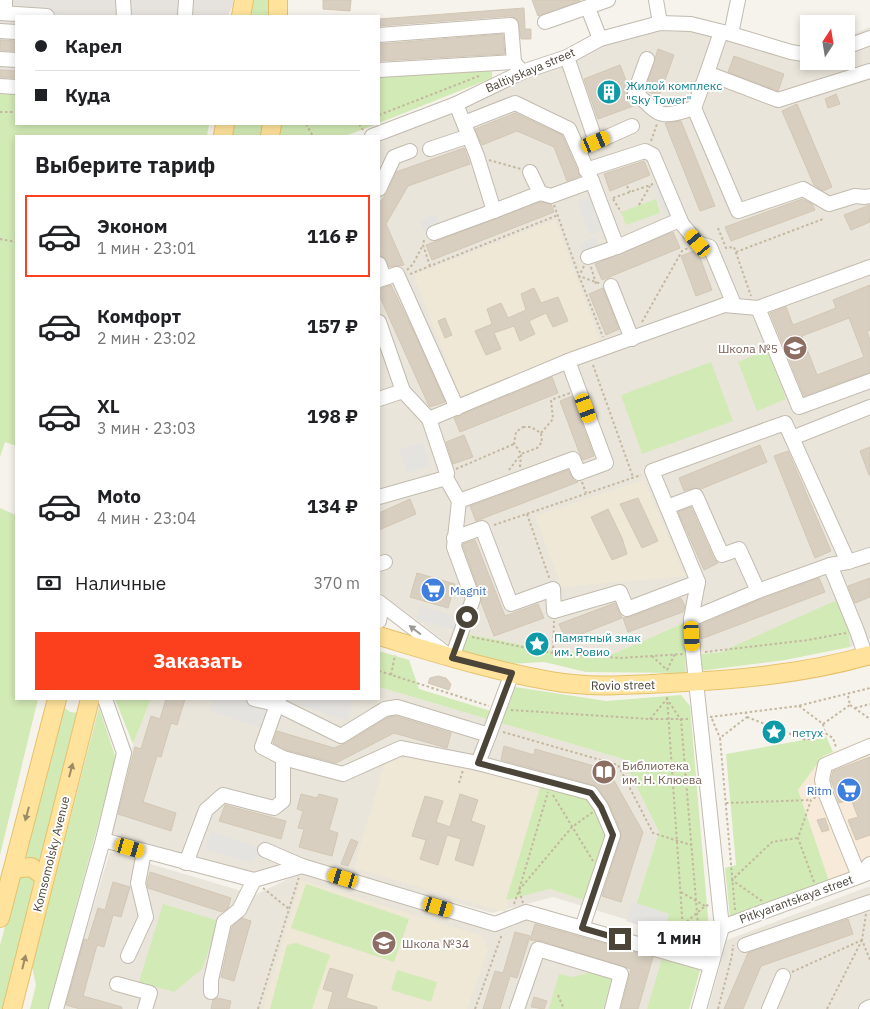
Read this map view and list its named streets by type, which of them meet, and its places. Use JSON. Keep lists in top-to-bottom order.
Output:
{
  "streets": {
    "main road": ["Rovio street", "Komsomolsky Avenue"],
    "street": ["Baltiyskaya street", "Pitkyarantskaya street"]
  },
  "places": {
    "building": ["Жилой комплекс \"Sky Tower\""],
    "school or university": ["Школа №5", "Школа №34"],
    "supermarket": ["Magnit", "Ritm"],
    "place": ["Памятный знак им. Ровио", "петух"],
    "library": ["Библиотека им. Н. Клюева"]
  },
  "north": "top",
  "page": {
    "banner": ["Карел", "Куда"],
    "heading": "Выберите тариф",
    "list": [
      {
        "name": "Эконом",
        "note": "1 мин · 23:01",
        "value": "116 ₽"
      },
      {
        "name": "Комфорт",
        "note": "2 мин · 23:02",
        "value": "157 ₽"
      },
      {
        "name": "XL",
        "note": "3 мин · 23:03",
        "value": "198 ₽"
      },
      {
        "name": "Moto",
        "note": "4 мин · 23:04",
        "value": "134 ₽"
      }
    ],
    "pay": ["Наличные", "370 m"],
    "buttons": "Заказать",
    "bubble": "1 мин"
  }
}
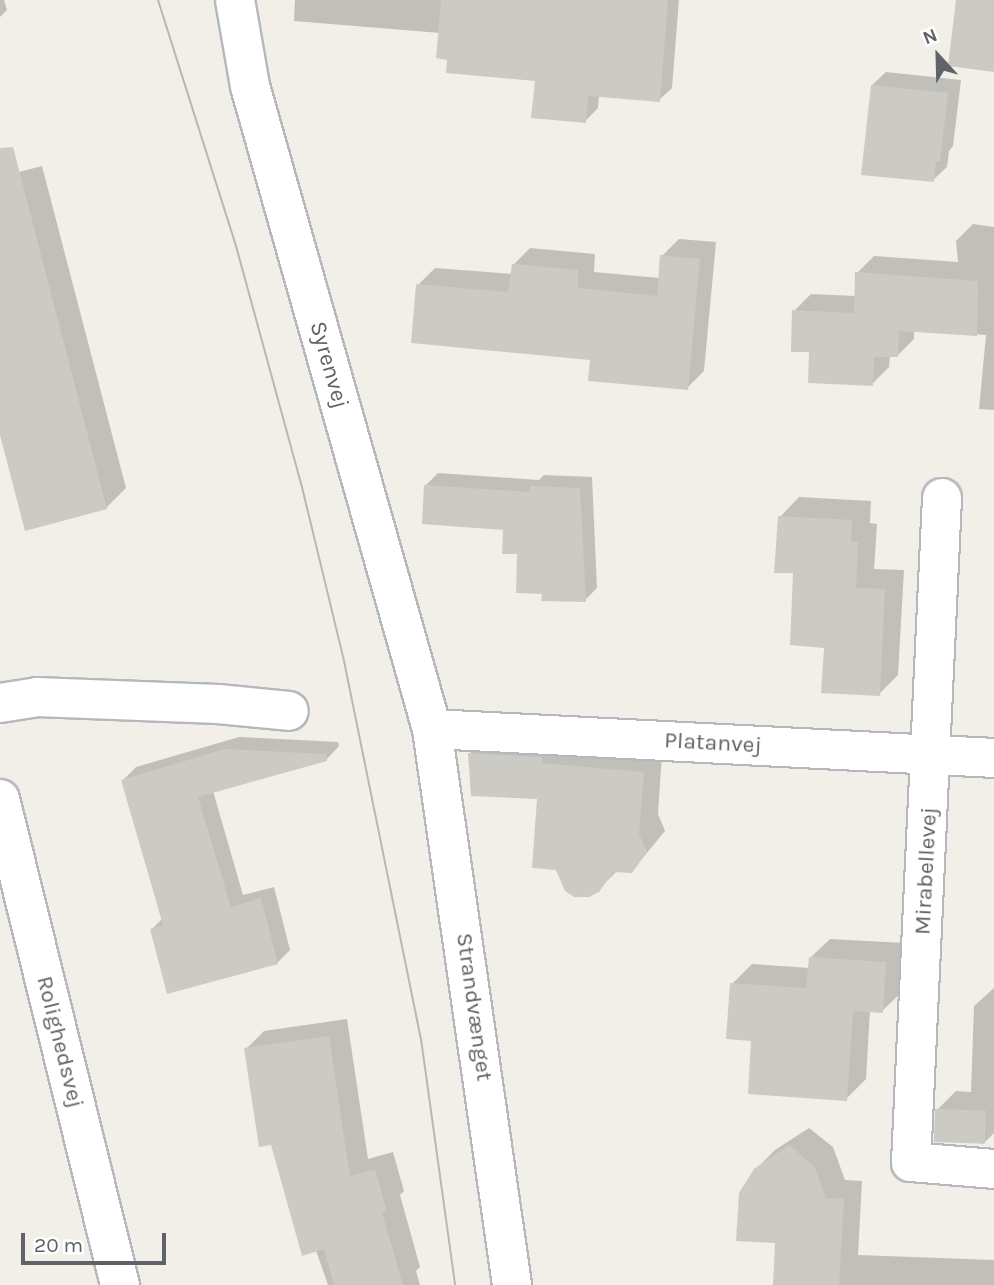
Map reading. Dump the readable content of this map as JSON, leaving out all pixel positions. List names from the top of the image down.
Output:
{
  "streets": {
    "street": [
      "Syrenvej",
      "Platanvej",
      "Mirabellevej",
      "Strandvænget",
      "Rolighedsvej"
    ]
  },
  "crossings": [
    ["Syrenvej", "Platanvej"],
    ["Syrenvej", "Strandvænget"],
    ["Platanvej", "Mirabellevej"],
    ["Platanvej", "Strandvænget"]
  ],
  "scale_bar": "20 m",
  "north": "top"
}
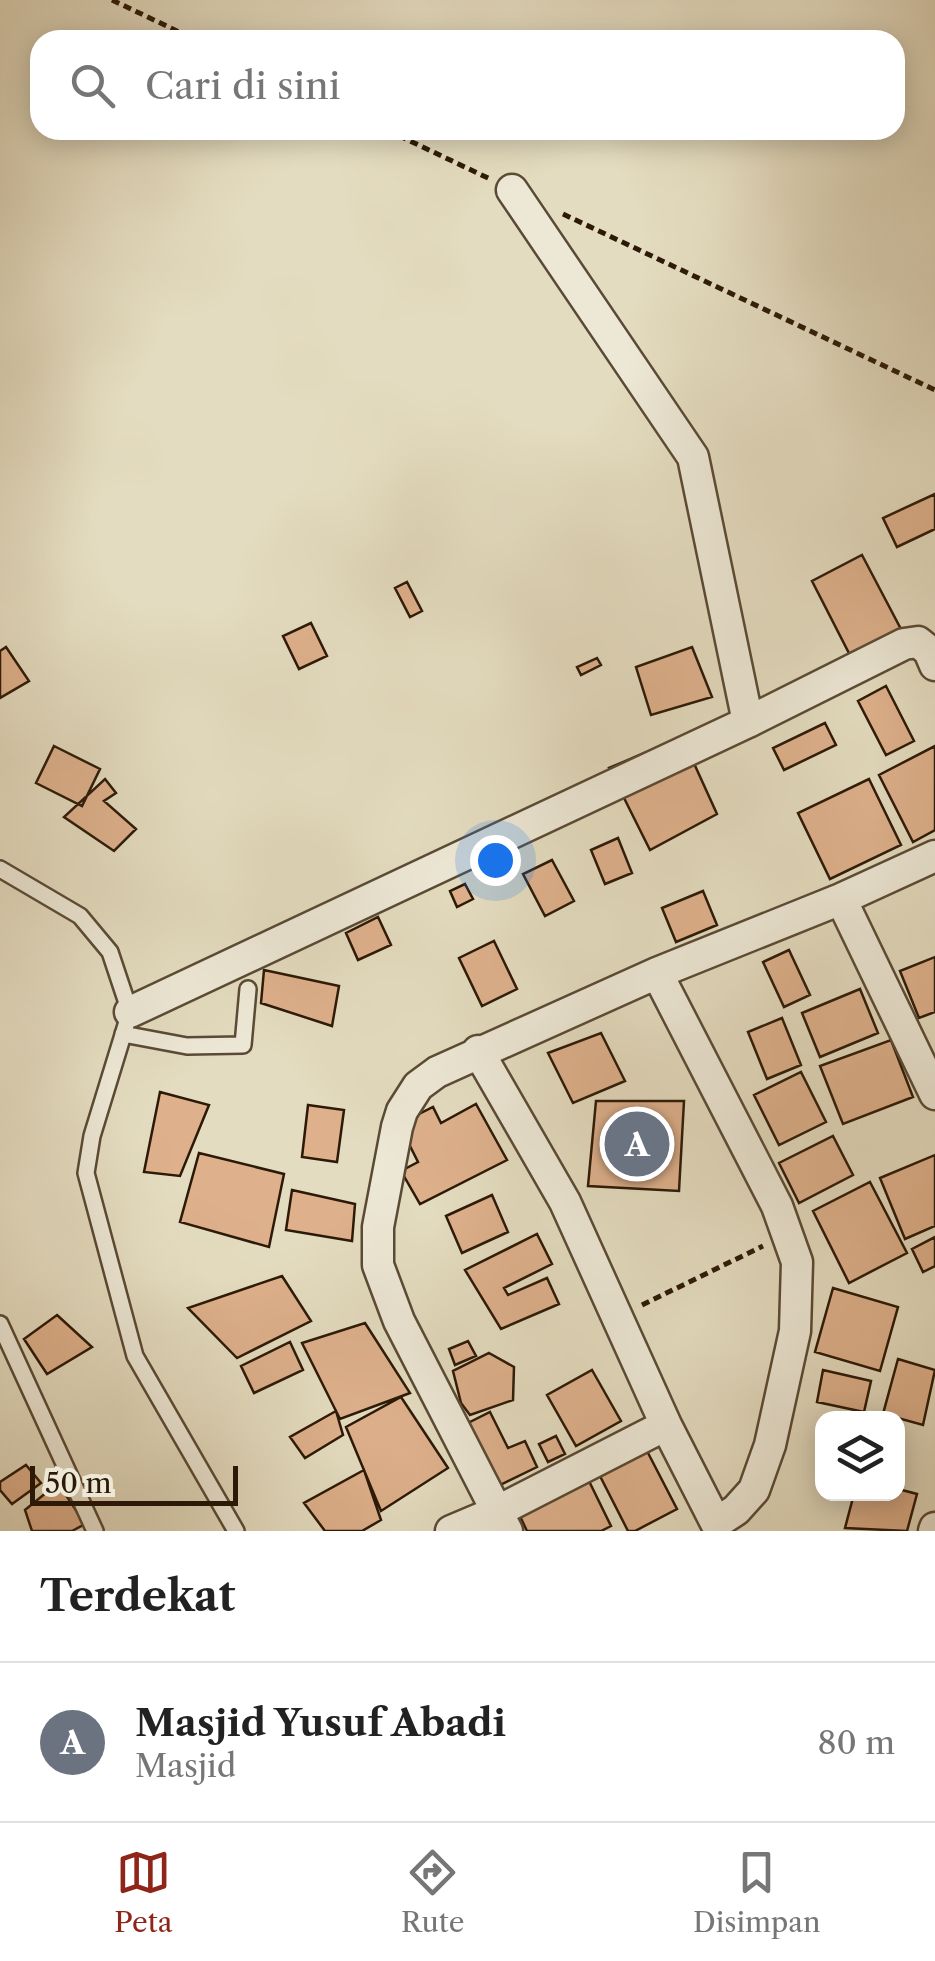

######

Problem description
The reply must be a number and nothing more: the count of lines above that contain the word "this".

Exercise result
2